:: Exercise details ::
The entries below should be transcribed in their entirety, exactly as written.

Entries shown Block Start

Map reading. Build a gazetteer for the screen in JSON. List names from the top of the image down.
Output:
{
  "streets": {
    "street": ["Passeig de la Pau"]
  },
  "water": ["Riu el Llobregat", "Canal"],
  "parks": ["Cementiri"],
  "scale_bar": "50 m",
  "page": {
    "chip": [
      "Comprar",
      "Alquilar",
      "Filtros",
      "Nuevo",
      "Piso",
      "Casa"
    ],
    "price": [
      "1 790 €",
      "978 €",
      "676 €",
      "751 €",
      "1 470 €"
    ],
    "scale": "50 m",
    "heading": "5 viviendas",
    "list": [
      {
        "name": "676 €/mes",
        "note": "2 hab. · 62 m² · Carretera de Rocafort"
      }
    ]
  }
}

Entries shown Block End

:: Solved exercise ::
Map reading. Build a gazetteer for the screen in JSON. List names from the top of the image down.
Output:
{
  "streets": {
    "street": ["Passeig de la Pau"]
  },
  "water": ["Riu el Llobregat", "Canal"],
  "parks": ["Cementiri"],
  "scale_bar": "50 m",
  "page": {
    "chip": [
      "Comprar",
      "Alquilar",
      "Filtros",
      "Nuevo",
      "Piso",
      "Casa"
    ],
    "price": [
      "1 790 €",
      "978 €",
      "676 €",
      "751 €",
      "1 470 €"
    ],
    "scale": "50 m",
    "heading": "5 viviendas",
    "list": [
      {
        "name": "676 €/mes",
        "note": "2 hab. · 62 m² · Carretera de Rocafort"
      }
    ]
  }
}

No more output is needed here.